NOTA DE TAPA
Un itinerario día por día para recorrer Tucumán en una semana. En la ruta, antes de llegar a San Miguel, un alto en la feria de Simoca, que funciona desde el tiempo de la colonia. En la capital de la provincia, la ineludible visita a la histórica Casa donde se declaró la Independencia. Excursiones al cerro San Javier y a la selva de Las Yungas y una travesía por los paisajes montañosos de Tafí del Valle y por los Valles Calchaquíes hasta la fortaleza de los
indios quilmes.
› Por Julián Varsavsky
Los hermosos paisajes y la riqueza cultural del Noroeste argentino justifican varios viajes de al menos una semana por cada una de las provincias que lo componen. Y si se empieza por Tucumán, siete días es el mínimo recomendable para conocer sus principales destinos con un ritmo razonable, evitando llegar a casa con más estrés que el de la partida.
Desde Buenos Aires son 1310 kilómetros hasta Tucumán –por ruta, unas 15 horas en promedio–, así que si se viaja con vehículo propio lo normal es pasar una noche en la ciudad de Córdoba. En la segunda jornada, si el cansancio no abruma y el calendario marca día sábado, se puede visitar primero el pueblo de Simoca y su histórica feria de campo (al sur de San Miguel de Tucumán).
El mercado de Simoca es teóricamente el más antiguo del país, ya que su origen se remonta al tiempo de la colonia, cuando en el siglo XVII el mismo espacio físico que ocupa ahora era una feria semanal donde había una posta de caballos y se comerciaba con la ley del trueque (que en algunos casos todavía se aplica, entre amigos). Este mercado a cielo abierto funciona todos los sábados desde hace ya más de 300 años, y gran parte de las personas que vienen a hacer las compras para la semana llega en coloridos sulkies que a veces suman más de un centenar estacionados en las calles de alrededor.
En la feria de Simoca históricamente se han vendido productos de y para el campo –y así sigue ocurriendo–, aunque con los años se ha ampliado mucho la oferta. Por un lado hay productos clásicos de talabartería: monturas, fustas, estribos, botas de cuero. También hay ponchos, alpargatas, cintos, mates y cigarros en chala. En otros puestos –entremezclados sin ningún orden muy coherente– se venden comestibles que incluyen toda clase de cortes de chancho, especias como orégano, comino y azafrán, y una variedad de verduras entre las que se destacan los zapallos gigantes de más de 7 kilos que se exhiben ocupando la caja entera de una camioneta, ajíes, pimentones, repollos y frutas.

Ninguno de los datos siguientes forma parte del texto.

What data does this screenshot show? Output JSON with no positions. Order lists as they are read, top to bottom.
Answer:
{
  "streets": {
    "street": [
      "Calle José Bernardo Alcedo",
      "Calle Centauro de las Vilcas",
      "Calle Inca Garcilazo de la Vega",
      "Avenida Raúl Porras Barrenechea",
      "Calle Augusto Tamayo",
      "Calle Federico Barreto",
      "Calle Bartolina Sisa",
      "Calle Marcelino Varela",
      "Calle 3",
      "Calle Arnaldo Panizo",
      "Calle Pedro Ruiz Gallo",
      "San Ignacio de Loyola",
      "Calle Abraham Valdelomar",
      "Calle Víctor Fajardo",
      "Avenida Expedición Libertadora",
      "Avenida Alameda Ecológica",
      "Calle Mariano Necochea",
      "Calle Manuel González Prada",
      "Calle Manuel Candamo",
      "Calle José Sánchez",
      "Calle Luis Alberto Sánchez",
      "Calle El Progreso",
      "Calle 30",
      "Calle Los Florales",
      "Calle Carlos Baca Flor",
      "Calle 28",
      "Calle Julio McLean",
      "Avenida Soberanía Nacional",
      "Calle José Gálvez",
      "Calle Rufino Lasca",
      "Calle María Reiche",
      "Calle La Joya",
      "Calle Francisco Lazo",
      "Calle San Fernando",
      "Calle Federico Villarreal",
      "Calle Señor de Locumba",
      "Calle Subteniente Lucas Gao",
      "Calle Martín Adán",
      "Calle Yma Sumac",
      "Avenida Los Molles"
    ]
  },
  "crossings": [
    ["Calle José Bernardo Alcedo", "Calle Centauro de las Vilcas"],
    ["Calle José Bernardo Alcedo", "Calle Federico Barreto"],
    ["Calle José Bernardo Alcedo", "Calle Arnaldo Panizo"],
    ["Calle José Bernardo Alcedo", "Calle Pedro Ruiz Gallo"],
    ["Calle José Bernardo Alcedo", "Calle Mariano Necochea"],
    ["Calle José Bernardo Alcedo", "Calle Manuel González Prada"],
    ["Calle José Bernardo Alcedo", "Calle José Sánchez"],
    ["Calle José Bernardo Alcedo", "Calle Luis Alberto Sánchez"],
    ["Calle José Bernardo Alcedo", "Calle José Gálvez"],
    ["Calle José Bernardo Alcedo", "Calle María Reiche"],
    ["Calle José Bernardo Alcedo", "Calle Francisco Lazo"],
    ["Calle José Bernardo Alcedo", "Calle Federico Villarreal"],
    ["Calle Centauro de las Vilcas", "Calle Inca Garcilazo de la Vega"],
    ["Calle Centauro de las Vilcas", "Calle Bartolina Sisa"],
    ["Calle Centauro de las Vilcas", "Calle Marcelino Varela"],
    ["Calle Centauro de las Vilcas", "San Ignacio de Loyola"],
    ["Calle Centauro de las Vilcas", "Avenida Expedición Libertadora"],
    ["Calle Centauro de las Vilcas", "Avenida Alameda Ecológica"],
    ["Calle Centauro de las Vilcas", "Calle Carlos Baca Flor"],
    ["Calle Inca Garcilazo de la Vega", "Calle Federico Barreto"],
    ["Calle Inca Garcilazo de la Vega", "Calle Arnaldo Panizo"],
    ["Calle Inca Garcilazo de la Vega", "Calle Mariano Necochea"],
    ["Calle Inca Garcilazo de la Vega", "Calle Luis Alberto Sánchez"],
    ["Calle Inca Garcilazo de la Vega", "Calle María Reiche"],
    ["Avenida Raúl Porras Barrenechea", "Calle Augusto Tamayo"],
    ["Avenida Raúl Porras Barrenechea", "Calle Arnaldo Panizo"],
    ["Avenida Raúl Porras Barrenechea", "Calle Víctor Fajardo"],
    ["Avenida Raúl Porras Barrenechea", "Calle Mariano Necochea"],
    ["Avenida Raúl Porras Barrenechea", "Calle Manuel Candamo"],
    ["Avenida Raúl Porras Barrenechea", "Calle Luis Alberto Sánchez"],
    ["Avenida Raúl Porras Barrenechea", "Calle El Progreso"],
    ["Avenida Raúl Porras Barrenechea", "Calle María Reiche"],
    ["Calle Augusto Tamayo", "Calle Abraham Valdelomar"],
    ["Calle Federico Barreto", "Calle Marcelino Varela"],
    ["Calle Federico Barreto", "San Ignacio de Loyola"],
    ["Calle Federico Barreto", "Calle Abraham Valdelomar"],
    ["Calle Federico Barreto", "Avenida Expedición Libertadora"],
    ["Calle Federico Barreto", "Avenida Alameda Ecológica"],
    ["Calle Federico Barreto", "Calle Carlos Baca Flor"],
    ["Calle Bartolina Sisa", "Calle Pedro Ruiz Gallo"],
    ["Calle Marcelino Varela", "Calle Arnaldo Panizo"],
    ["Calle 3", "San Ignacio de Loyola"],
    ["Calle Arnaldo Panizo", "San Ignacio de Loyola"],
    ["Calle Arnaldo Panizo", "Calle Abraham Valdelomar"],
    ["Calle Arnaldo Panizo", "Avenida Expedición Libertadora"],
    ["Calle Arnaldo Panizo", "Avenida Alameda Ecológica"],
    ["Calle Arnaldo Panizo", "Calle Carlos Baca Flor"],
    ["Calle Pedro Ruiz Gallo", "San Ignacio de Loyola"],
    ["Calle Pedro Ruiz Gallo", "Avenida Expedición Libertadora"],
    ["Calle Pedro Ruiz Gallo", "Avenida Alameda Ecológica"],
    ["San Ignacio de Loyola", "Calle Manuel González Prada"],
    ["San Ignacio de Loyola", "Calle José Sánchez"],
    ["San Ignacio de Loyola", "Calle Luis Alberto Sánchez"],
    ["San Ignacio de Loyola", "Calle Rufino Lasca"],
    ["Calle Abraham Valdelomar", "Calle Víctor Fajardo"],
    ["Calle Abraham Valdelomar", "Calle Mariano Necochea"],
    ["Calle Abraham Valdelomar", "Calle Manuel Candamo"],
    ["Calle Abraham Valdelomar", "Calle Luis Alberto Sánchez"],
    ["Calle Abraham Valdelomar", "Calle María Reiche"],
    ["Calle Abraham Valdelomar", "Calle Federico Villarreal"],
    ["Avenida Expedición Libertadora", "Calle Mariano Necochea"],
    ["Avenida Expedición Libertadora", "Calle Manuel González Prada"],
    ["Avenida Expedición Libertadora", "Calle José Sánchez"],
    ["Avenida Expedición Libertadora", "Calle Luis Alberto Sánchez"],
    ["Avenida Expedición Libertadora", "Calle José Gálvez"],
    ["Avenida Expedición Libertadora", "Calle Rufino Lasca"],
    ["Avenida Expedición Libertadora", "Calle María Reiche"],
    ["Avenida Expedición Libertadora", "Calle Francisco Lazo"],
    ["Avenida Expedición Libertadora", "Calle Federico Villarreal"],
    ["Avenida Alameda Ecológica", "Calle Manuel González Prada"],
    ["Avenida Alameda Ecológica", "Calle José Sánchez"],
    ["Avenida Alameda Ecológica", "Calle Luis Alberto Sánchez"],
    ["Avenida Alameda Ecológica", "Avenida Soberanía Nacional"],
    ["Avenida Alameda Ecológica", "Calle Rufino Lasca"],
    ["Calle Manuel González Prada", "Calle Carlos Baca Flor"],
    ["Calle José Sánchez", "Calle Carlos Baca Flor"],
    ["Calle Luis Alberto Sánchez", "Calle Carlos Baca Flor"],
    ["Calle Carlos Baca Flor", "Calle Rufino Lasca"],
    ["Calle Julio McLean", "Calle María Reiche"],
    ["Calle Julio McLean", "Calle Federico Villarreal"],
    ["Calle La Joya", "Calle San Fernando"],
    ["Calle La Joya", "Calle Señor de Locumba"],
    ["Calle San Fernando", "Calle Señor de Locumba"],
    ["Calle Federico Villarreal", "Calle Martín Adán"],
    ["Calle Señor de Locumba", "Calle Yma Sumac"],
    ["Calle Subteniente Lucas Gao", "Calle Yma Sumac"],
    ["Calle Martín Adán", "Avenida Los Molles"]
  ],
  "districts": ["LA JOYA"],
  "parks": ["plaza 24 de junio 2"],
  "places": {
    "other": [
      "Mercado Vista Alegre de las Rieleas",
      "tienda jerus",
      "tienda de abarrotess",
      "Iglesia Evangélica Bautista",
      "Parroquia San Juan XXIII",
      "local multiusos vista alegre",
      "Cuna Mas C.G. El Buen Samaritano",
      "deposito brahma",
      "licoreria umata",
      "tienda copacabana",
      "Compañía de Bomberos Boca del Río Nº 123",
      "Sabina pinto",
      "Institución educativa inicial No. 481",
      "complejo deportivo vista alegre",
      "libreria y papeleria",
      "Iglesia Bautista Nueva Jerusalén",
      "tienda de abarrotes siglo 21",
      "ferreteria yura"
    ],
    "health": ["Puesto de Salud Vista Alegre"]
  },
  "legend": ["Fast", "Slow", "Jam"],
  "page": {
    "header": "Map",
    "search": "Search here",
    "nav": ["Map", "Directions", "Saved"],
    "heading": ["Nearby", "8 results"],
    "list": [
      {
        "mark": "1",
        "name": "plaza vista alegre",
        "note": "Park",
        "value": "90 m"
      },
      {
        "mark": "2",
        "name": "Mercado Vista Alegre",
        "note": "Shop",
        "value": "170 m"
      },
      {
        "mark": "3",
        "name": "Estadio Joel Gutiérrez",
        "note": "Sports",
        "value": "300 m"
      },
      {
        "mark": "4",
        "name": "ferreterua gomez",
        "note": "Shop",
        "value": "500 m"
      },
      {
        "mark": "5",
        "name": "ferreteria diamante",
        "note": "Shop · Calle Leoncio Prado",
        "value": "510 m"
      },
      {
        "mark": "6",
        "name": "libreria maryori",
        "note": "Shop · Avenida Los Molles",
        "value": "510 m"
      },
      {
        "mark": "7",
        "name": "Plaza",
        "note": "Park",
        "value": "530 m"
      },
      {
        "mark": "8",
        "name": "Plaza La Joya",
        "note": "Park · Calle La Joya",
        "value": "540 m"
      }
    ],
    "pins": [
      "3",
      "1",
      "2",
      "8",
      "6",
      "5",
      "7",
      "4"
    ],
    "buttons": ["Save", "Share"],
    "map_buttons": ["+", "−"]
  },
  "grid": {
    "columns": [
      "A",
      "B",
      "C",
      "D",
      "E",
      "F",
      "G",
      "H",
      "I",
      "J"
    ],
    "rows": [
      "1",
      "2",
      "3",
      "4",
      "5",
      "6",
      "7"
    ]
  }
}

Los puestos de talabartería, alimentos y ponchos ocupan en general una especie de corredor central que, con varias excepciones, parece reservado a la feria más autóctona y artesanal. A su derecha están los quinchos con restaurancitos al paso y a la izquierda hay un segundo corredor donde están los puestos del “nuevo” mercado, con un precario techo de lona de plástico, llamado en la zona la “feria boliviana”, no muy aceptada por los antiguos puesteros. En estos puestos se vende literalmente de todo: bombachas, estuches para celulares, barriletes, ungüentos curativos, pelotas y toda clase de juguetes y baratijas de plástico fabricadas por trabajadores del Oriente asiático, y que ahora son ofrecidos por un paisano tranquilo con sombrero de paño y casi los mismos ojos rasgados que esos hombres que están en la otra punta de la cadena y también del planeta.
A la feria no se viene solamente a comprar sino también a almorzar y a pasar la tarde del sábado en una suerte de evento social bastante animado. Allí se entremezclan el humo de las parrillas, el olor a bosta de caballo, el aroma de las especias exhibidas en montañitas cónicas, y músicas diversas que van del cuarteto cordobés a una zamba tucumana.
La de Simoca es una feria auténtica donde se ven pocos turistas, ya que allí se venden mercancías de utilidad práctica antes que adornos o souvenires. Por eso la feria sigue cambiando y ofrece lo que la gente necesita en el día a día, aunque eso implique perder algunos rasgos de supuesta autenticidad. Y no solamente cambia la feria sino también los medios de llegar a ella. Los sulkies están lejos todavía de desaparecer, pero actualmente el número de motos estacionadas supera levemente a esos hermosos carros tirados a caballo, los únicos que, por ejemplo, pueden transitar sin problema las embarradas calles de tierra del pueblo en días de lluvia. A dos cuadras del mercado hay todavía un herrero que fabrica sulkies, quien vive más de la reparación de los que existen que de los pocos que hace por encargo, a veces para el exterior. Un sulky cuesta alrededor de 5 mil pesos, así que los jóvenes optan por alternativas más prácticas y económicas como las motos. Quienes manejan los sulkies son por lo general gente mayor, quienes superan a veces los 80 años.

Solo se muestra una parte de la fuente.